Second Circuit: Postal Robbery And Aggravated Postal Robbery, 18 U.S.C. § 2114(a), Even On Pinkerton Theory Of Liability, Are 18 U.S.C. § 924(c) Crimes Of Violence.

In Pannell v. United States, No. 21–2849 (2d Cir. Aug. 28, 2024) (Menashi, joined by Raggi and Wesley), the Second Circuit held that postal robbery and aggravated postal robbery, 18 U.S.C. § 2114(a), even pursuant to a Pinkerton theory of liability, are 18 U.S.C. § 924(c) crimes of violence.

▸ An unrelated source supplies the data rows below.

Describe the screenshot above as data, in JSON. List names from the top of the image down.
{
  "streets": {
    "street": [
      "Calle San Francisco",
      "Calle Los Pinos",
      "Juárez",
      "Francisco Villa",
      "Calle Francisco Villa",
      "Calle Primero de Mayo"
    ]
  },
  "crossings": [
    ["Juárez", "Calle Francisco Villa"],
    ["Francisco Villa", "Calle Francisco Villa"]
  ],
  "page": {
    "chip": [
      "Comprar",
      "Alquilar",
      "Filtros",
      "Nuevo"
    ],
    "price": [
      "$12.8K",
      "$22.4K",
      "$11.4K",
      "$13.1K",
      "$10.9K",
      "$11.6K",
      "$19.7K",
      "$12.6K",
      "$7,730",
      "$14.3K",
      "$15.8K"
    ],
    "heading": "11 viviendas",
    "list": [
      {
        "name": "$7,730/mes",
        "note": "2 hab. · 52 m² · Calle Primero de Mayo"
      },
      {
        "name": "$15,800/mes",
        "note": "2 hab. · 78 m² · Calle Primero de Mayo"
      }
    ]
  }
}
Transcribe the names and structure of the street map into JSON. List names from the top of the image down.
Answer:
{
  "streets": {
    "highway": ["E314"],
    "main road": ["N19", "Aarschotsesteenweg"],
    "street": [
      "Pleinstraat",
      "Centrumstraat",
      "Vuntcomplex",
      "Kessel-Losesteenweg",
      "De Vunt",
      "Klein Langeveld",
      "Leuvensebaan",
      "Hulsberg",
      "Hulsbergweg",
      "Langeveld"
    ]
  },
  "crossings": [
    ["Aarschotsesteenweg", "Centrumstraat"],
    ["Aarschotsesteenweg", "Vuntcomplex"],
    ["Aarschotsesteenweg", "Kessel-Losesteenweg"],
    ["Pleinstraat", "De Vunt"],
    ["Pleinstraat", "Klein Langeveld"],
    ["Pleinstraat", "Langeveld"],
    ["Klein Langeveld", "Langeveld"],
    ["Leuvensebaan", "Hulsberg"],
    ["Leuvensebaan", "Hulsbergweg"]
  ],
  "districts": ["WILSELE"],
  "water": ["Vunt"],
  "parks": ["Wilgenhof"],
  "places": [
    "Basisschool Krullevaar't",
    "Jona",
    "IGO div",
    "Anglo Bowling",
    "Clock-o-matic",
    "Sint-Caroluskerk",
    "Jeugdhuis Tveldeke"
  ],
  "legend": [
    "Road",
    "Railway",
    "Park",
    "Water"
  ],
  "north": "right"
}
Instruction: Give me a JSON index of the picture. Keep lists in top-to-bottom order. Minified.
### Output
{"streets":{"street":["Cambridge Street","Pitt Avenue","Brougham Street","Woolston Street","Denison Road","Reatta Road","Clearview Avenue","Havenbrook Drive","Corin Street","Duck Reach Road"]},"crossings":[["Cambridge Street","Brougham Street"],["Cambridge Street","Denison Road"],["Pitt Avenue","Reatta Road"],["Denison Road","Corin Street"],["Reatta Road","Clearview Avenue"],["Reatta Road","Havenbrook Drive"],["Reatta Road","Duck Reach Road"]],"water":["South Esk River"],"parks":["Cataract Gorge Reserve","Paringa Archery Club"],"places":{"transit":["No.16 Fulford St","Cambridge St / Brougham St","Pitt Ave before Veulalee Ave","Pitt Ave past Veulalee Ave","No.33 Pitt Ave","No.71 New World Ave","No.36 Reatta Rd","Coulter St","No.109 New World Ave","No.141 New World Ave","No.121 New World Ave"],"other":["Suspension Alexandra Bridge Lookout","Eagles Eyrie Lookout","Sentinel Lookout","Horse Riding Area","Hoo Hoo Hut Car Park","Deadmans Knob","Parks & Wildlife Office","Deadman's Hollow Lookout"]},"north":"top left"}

A jury convicted Pannell of conspiracy to commit postal robbery, aggravated postal robbery, and brandishing a firearm during and in relation to a crime of violence, namely, the aggravated postal robbery. After Johnson v. United States, 576 U.S. 591 (2015), and United States v. Davis, 588 U.S. 445 (2019), Pannell filed a successive 28 U.S.C. § 2255 motion challenging his § 924(c) conviction on the ground that aggravated postal robbery on a Pinkerton theory of liability was not a valid predicate crime of violence. The district court (Gershon, EDNY) denied the motion and the Second Circuit affirmed.

First, …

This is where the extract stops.